Introduction

Febrile neutropenia (FN) is a significant dose-limiting toxicity of myelosuppressive chemotherapy that may lead to reduced chemotherapy relative dose intensity (RDI) and increased FN-related morbidity and mortality [15]. Although there is a risk of FN during any cycle of myelosuppressive chemotherapy, evidence from clinical trials and observational studies suggests that the greatest risk of FN is during the first cycle and that dose reductions and delays occur most frequently in subsequent cycles [2, 68].

Granulocyte colony-stimulating factors (G-CSFs) are glycoproteins that promote the growth and differentiation of neutrophil progenitor cells [9]. Pegfilgrastim and lipegfilgrastim (long-acting recombinant human G-CSFs) and filgrastim and lenograstim (short-acting recombinant human G-CSFs) are indicated to decrease the incidence of FN and severe neutropenia, as well as the duration of neutropenia or severe neutropenia, in patients receiving myelosuppressive chemotherapy [1013]. Current guidelines recommend G-CSF primary prophylaxis (PP) when the overall risk of FN among patients with non-myeloid malignancies receiving myelosuppressive chemotherapy is 20 % or greater [1416].

Clinical trials have shown that G-CSF PP reduces the risk of FN, chemotherapy dose delays/reductions and reduced RDI, antibiotic use for FN-related infections, and acute FN-related hospitalization [7, 1723]. Meta-analyses of clinical trial data have shown that G-CSF PP versus placebo is associated with reduction in infection-related and all-cause mortality [5, 24].
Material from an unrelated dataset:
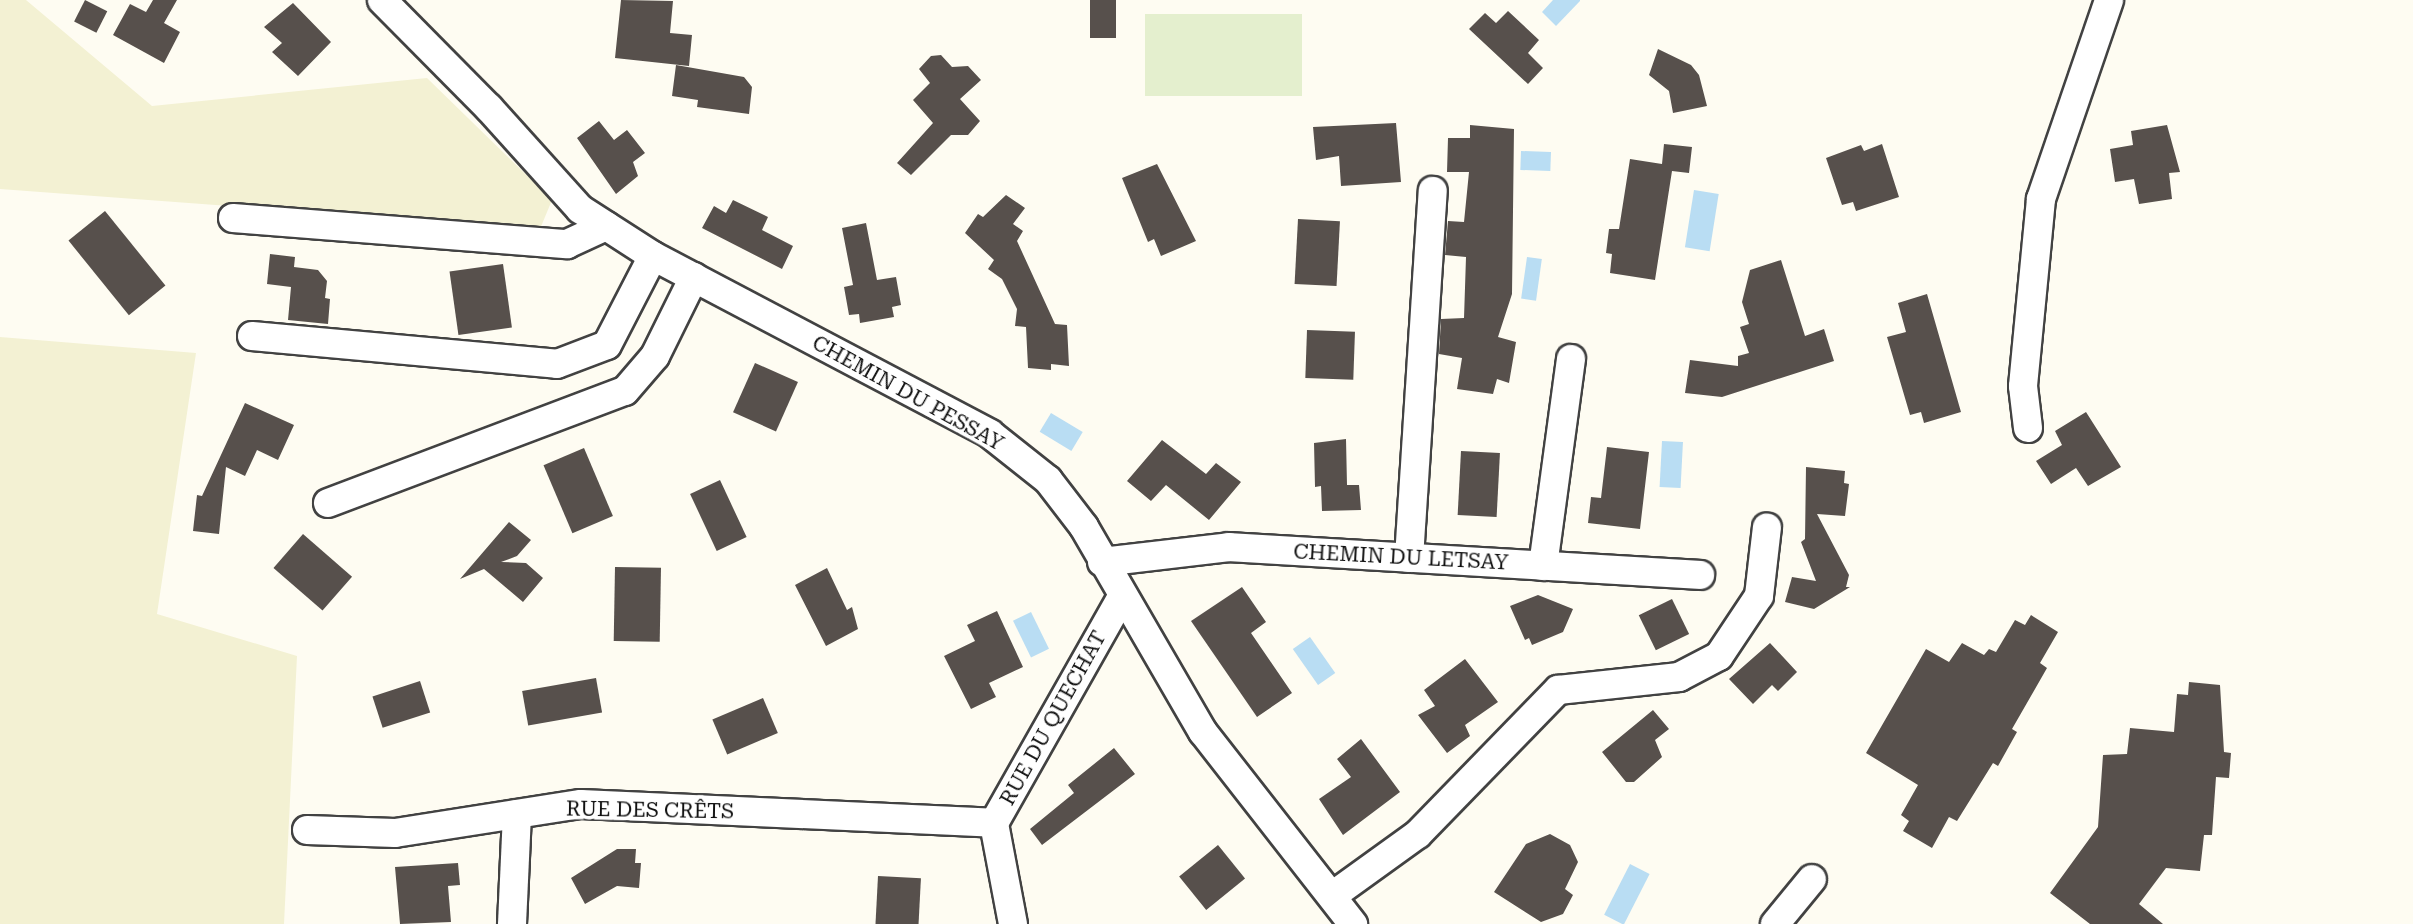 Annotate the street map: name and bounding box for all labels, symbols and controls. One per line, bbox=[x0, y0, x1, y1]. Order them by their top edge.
street label: CHEMIN DU PESSAY bbox=[808, 330, 1008, 456]
street label: CHEMIN DU LETSAY bbox=[1293, 539, 1509, 575]
street label: RUE DU QUECHAT bbox=[995, 626, 1111, 810]
street label: RUE DES CRÊTS bbox=[566, 796, 734, 824]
Three applications of meta-analysis are direct comparison, indirect comparison, and mixed-treatment comparison (MTC) of clinical trial evidence. Direct comparison is used for estimates based on direct evidence from head-to-head trials, and indirect comparison may be used when direct evidence is unavailable and indirect evidence from randomized controlled trials (RCTs) is being utilized. MTC is a generalized meta-analysis that offers greater statistical power by pooling direct and indirect evidence and assumes consistency between the two [25]. Using direct comparison, previous meta-analyses of RCTs have demonstrated a statistically significant reduction in the risk of FN following either filgrastim PP or pegfilgrastim PP versus no G-CSF, as well as pegfilgrastim PP versus filgrastim PP [2628]. Using direct comparison or MTC, a statistically significant reduction in the risk of FN following lenograstim PP versus no G-CSF was demonstrated [26].

The primary objective of this systematic review and meta-analysis was to assess the relative efficacy of G-CSF (filgrastim, pegfilgrastim, lenograstim, or lipegfilgrastim) PP versus no G-CSF PP, placebo, or a comparator G-CSF product among patients with cancer receiving chemotherapy.

Methods

Data source and search strategy

A systematic literature review was performed to identify publications of RCTs published between January 1990 and September 2013. Electronic databases used in the systematic review were PubMed, EMBASE, Science Citation Index, Cochrane Database of Systematic Reviews, Cochrane central register of controlled clinical trials, Database of Abstracts of Reviews of Effects, Health Technology Assessment Database, and the National Health Services (NHS) Economic Evaluation Database, and manual searches of original publications. The search comprised subject headings and text with G-CSF product names or synonyms combined with a search filter to limit the results to RCTs (Online Resource 1).

Study selection and data extraction

Eligible studies included RCTs that compared PP with filgrastim, pegfilgrastim, lenograstim, or lipegfilgrastim with placebo, no G-CSF PP, or PP with a different G-CSF in adult patients receiving myelosuppressive chemotherapy for solid tumors or non-Hodgkin lymphoma. Patients initiated G-CSF PP 1 to 3 days after completion of myelosuppressive chemotherapy in each cycle. Control patients could receive secondary prophylaxis with G-CSF after the first cycle with the same myeloid growth factor. Studies were excluded if patients had received granulocyte-macrophage colony-stimulating factor, G-CSF for established FN, or different doses of the same G-CSF in each treatment arm, and if patients had leukemia or multiple myeloma, or bone marrow or peripheral-blood stem-cell transplantation. Studies were also excluded if they were economic analyses, evaluated investigational or unapproved drugs, or were published in languages other than English.

Two independent reviewers evaluated publications identified from the search and compared them with the search criteria to determine relevance; disagreements were resolved by consensus [29]. Key data (e.g., protocol design and patient, disease, and treatment characteristics) for each study were extracted (Online Resource 2).

Study objectives

The primary objective of this study was to assess the relative efficacy of PP with different G-CSFs in patients with cancer who received myelosuppressive chemotherapy in RCTs by performing meta-analyses using direct comparison, indirect comparison, and MTC in all chemotherapy cycles without adjustment for RDI. The secondary objective was to assess the relative efficacy of prophylaxis with the different G-CSFs in the first cycle of chemotherapy only. An exploratory objective was to assess the relative efficacy of prophylaxis with the different G-CSFs by performing a meta-regression adjusting for RDI and other key FN risk factors as potential confounders that could affect FN risk.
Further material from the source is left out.